Industrial And Logistics Investors Turn To Niche Sectors For Growth
The golden era of logistics, driven by the pandemic, is over.
Investors are seeking niche subsectors within the once-booming industrial and logistics sector as they look for growth in a market dampened by high vacancy rates and global market volatility.
But planning and power constraints continue to hold back development as investors seek to create new formats to reinvigorate the market.
“We have gone to seven subsectors within industrial and logistics, including big box logistics, multi-let industrial and small industrial, but also trade counter and self-storage, which is an operational business so with really stable costs which as they mature see the top line go to the bottom line, plus urban logistics,” LGIM Fund Manager Matt Lilley told an audience at Bisnow’s UK Industrial And Logistics Transformation 2025 event at Regent’s University, London.
“We focus on mid-box on peripheries of centres [for urban logistics]. Not much exists, so you have to build it, and so we’re doing that at the moment,” he said.
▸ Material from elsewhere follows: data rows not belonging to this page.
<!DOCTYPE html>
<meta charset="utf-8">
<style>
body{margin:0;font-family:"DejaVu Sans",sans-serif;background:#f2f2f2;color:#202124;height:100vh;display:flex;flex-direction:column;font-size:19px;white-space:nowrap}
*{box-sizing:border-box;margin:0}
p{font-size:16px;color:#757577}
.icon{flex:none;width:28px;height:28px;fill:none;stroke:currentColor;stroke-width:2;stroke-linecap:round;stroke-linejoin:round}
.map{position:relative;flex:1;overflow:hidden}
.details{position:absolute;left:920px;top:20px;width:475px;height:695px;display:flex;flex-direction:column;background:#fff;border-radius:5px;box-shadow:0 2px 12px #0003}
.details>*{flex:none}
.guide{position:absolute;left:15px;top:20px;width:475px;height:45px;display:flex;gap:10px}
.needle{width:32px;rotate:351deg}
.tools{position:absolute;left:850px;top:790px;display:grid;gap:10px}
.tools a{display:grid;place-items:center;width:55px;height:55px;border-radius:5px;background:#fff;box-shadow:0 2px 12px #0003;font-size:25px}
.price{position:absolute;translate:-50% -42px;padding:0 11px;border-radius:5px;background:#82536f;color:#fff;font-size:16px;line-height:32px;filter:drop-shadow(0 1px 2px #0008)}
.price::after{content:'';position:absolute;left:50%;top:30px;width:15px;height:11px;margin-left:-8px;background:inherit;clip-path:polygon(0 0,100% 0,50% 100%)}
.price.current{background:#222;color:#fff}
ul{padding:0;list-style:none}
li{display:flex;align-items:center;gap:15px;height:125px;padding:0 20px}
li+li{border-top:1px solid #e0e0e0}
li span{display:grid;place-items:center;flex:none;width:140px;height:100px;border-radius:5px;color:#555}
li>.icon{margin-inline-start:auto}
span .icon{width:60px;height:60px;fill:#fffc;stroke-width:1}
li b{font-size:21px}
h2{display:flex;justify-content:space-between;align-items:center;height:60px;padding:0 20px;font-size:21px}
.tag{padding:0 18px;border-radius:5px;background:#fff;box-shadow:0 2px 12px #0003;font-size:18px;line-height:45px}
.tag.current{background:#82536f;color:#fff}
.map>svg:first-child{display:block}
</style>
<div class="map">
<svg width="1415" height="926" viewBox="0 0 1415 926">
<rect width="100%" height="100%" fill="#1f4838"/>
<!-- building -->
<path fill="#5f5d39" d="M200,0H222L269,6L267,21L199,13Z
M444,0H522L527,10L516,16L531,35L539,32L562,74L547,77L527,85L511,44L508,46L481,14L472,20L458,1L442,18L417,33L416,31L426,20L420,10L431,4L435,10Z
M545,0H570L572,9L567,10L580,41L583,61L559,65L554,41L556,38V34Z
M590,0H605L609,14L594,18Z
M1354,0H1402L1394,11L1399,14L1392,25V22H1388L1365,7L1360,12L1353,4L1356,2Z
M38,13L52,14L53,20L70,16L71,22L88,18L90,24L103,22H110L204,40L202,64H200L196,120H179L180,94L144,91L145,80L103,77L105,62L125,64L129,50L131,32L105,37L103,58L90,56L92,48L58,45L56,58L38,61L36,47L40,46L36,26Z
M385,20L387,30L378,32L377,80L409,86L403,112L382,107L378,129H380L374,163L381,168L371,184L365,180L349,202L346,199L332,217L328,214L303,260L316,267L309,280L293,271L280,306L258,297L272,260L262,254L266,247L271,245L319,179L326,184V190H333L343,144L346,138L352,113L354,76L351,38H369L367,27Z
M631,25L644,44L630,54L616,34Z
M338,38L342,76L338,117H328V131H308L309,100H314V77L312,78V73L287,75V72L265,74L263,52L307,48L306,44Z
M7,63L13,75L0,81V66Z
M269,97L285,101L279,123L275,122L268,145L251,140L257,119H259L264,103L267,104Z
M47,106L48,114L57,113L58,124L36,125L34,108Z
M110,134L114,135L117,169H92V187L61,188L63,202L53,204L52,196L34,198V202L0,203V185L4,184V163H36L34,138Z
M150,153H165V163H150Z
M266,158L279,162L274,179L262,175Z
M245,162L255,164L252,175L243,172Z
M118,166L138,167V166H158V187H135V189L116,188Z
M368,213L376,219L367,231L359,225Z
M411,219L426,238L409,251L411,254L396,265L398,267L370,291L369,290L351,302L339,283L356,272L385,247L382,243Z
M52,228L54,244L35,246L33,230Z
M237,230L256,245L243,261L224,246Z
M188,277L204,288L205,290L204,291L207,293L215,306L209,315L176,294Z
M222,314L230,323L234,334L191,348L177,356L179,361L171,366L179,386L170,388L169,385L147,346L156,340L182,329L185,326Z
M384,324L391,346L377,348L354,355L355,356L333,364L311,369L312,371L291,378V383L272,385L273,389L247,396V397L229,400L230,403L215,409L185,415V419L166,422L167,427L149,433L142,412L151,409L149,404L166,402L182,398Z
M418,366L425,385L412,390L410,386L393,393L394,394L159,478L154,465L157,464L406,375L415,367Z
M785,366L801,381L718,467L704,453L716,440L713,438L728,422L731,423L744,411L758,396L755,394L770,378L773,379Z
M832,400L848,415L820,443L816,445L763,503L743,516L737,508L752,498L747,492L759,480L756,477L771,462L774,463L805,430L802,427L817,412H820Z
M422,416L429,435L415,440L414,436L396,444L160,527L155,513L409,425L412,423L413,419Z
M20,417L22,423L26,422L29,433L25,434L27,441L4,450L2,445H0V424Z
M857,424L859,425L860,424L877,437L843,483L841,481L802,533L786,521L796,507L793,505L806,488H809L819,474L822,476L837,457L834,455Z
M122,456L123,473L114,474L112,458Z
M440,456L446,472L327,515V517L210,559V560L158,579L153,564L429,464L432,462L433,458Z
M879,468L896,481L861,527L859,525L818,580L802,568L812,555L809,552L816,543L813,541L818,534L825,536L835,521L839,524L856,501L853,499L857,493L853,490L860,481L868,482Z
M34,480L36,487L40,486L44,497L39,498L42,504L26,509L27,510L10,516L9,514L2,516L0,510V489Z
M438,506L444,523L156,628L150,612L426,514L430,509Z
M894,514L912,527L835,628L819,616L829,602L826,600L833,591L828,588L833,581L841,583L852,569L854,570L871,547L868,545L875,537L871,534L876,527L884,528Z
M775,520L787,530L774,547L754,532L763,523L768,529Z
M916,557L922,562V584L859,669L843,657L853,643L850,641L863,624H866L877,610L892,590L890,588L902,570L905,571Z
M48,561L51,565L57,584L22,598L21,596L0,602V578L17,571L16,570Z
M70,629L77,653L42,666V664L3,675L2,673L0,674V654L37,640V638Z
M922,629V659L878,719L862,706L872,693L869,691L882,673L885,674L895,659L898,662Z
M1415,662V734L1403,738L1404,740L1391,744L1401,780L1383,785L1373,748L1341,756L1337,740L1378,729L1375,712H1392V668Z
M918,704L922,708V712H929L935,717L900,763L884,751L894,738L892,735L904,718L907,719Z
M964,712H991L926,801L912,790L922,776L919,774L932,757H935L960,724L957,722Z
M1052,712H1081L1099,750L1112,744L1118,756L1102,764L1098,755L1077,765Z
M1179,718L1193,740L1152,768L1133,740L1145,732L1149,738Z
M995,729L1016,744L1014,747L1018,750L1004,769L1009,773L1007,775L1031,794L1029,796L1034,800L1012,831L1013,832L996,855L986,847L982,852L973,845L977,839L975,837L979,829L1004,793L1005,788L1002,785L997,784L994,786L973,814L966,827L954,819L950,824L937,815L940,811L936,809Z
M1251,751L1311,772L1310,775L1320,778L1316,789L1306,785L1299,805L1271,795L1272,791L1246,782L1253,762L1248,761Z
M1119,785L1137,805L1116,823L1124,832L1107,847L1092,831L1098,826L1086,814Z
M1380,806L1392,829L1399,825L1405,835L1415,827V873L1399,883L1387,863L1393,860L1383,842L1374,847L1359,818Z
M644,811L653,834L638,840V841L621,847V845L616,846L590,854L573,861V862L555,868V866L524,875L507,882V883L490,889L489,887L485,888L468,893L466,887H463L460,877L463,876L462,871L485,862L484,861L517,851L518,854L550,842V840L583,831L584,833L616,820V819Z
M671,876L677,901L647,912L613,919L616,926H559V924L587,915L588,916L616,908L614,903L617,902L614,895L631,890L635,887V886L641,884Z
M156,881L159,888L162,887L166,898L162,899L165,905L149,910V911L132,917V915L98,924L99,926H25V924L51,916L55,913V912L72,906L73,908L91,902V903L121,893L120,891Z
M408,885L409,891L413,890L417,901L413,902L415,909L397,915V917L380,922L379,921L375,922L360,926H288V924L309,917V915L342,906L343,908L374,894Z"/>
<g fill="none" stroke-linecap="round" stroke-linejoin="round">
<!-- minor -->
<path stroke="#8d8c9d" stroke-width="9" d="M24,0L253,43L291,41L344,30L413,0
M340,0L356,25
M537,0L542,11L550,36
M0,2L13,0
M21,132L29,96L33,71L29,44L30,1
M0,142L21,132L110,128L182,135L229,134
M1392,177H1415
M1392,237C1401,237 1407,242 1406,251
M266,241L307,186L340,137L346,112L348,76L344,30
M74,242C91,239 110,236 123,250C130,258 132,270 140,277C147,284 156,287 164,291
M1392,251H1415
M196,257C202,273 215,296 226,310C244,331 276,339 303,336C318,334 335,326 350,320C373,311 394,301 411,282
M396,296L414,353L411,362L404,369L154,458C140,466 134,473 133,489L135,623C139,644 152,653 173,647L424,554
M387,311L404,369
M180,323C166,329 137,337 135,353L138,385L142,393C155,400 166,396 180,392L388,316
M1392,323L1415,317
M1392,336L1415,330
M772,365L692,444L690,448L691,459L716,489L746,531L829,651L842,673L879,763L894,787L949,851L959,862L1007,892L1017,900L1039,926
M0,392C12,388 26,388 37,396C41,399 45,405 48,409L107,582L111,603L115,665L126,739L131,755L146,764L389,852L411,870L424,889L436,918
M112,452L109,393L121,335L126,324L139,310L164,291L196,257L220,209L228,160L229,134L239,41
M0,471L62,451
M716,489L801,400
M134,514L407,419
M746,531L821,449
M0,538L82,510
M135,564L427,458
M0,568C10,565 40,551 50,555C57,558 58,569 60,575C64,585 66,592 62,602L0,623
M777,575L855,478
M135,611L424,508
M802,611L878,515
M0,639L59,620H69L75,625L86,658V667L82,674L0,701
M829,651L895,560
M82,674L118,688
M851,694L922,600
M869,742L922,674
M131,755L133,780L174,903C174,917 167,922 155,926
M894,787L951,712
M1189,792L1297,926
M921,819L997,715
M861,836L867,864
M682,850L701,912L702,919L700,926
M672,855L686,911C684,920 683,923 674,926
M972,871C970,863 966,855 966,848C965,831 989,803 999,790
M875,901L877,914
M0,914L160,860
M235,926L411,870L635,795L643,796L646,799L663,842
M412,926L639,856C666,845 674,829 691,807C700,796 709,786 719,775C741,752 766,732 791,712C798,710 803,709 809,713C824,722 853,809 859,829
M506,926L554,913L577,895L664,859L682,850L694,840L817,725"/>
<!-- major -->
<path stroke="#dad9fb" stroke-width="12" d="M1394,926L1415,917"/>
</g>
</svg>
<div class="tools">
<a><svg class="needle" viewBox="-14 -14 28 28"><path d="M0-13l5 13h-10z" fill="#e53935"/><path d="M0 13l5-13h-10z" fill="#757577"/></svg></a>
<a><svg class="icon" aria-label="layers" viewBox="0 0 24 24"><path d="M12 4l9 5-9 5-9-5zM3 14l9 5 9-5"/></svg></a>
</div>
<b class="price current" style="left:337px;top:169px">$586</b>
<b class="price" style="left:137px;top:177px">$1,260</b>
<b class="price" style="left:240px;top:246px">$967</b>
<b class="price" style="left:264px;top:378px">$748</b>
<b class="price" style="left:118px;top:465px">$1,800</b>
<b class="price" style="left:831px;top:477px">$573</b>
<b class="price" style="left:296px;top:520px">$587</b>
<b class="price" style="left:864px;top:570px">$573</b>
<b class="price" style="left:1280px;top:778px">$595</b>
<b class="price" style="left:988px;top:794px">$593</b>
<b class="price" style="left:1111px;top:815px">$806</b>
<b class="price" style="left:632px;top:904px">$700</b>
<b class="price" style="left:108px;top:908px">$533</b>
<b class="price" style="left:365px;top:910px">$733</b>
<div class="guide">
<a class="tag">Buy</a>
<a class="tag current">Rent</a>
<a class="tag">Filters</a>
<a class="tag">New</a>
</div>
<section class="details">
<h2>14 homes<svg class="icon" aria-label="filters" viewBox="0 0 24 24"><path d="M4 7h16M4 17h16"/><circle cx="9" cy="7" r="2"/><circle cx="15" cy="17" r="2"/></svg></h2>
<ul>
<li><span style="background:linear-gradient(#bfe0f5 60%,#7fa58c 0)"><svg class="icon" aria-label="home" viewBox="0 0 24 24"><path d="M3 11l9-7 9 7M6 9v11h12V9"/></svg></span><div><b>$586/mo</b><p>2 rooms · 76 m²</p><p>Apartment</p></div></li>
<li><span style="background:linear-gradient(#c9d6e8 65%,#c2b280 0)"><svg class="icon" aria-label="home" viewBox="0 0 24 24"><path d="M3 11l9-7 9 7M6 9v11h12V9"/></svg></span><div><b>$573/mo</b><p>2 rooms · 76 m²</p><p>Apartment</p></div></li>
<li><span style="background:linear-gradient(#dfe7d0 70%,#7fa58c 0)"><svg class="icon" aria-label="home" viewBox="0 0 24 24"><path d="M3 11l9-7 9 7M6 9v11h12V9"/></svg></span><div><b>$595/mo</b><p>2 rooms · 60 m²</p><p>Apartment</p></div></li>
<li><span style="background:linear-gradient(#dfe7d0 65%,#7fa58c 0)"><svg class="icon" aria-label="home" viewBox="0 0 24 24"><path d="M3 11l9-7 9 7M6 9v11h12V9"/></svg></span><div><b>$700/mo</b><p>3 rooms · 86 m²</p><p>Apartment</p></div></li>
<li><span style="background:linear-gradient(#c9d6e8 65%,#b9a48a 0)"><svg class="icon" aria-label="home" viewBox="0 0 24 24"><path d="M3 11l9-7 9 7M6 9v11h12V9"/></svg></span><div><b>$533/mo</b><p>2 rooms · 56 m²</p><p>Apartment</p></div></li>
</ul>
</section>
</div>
He added that self-storage takes a long time to build, but LGIM has been looking at smaller units designed for trade users that can be small-scale and drive-up.
“The fundamentals are the same despite the current volatility, and we’re in it for the long haul with an open-ended specialist fund. The structural drivers will remain for the next five, 10 years, and if we look beyond current negative sentiment, we are positive,” Lilley said.
Indurent CEO Julian Carey outlined the development picture for the Blackstone-owned business nearly a year into its creation from the merger of St. Mowden Logistics and Industrials REIT.
“We see rent growth at 3-4% this year and beyond, but there are sub-markets with relatively high vacancy rates at above 8%, meaning there is limited scope for further rental growth in those locations at present,” Carey said.
He stressed that Indurent has three focus areas. The first is place, which he said is “not just location, but also drive time, access to ports, power and labour.” Then is product, in terms of the building and having the right assets and right specification that is also attractive for employees. And the final focus area is service proposition.
Indurent has pushed ahead with spec development, and Carey said said that development remains challenging due to headwinds on planning, policy and power..
“In terms of planning, we have seen some positive changes, but there is still more work to do. We are working with Savills on a methodology for employment land allocation and working with the BPF and Logistics UK to promote logistics as foundational sector in the Government’s new Industrial Strategy,” he said.
Carey also lambasted the “endless frustration” in terms of the time it takes to secure power connections and said that the National Grid is often unable to take on-site solar back into the main supply.
“The National Grid moves at a glacial pace and is also hamstrung by the planning process,” he said.
JLL Head of UK Multi-Let Industrial & Logistics Tim Clement said that the investment picture was uneven across the country but that it was also a resilient sector.
“London has been more challenging than other markets, though we’ve had a good run in west London and Heathrow, the south east has been good, and the Midlands, south west and north east have seen large transactions,” Clement said.
“We have to move with the times and roll with the punches, work out the tariff implications — some business it really hurts, others are faring well — and look at areas like the defence market, which has become a strong sector.”
In terms of yields, he said that it depended on location and whether the asset was prime, pointing to much secondary and tertiary stock continuing to struggle, though he remained hopeful that interest rate cuts would have an impact.
Predicting where that will go “is a bit of a mug’s game”, Trammell Crow Head of European Capital Markets Richard Fell reflected. “We entered 2025 with assets rebased, the new supply line low, the financing market probably the deepest and most liquid it has been ever, lots of alternative lenders in the room, but tariffs are the elephant in the room.”
As a result, like LGIM, Trammell Crow has been looking for opportunities beyond the traditional core market and “trying to find the alpha not the beta” in terms of real estate assets and is therefore evaluating demographic and societal changes and how they influence where there is a lack of asset supply, he added.
However, Fell insisted that with around 40% of investors in UK industrial and logistics international, the UK has proven the biggest, most liquid and efficient market in Europe. He also said that data analysis in Europe is far behind the UK.
Cain International Managing Director Jon Strang added that the recent volatility has caused a challenging market for investors, but the company remained a believer in the sector’s long-term prospects and was a long-term holder.
“Pre and during Covid, everything you touched turned to gold, now you have to be very careful about asset selection, product design and market specifics," he said. "The UK is the largest market in Europe and an easier place to do business because it’s liquid and established, and ultimately, the fundamentals suppressing it are the same across Europe. The one difference is that in Europe, interest rates are low, and that gives you a bit more breathing room.
“Yields are the million-dollar question. They really represent a consensus of what investors feel, and that reflects not just today’s rates but where we are going. I think yields will remain stable, what could drive them inwards is if we see an economic acceleration.”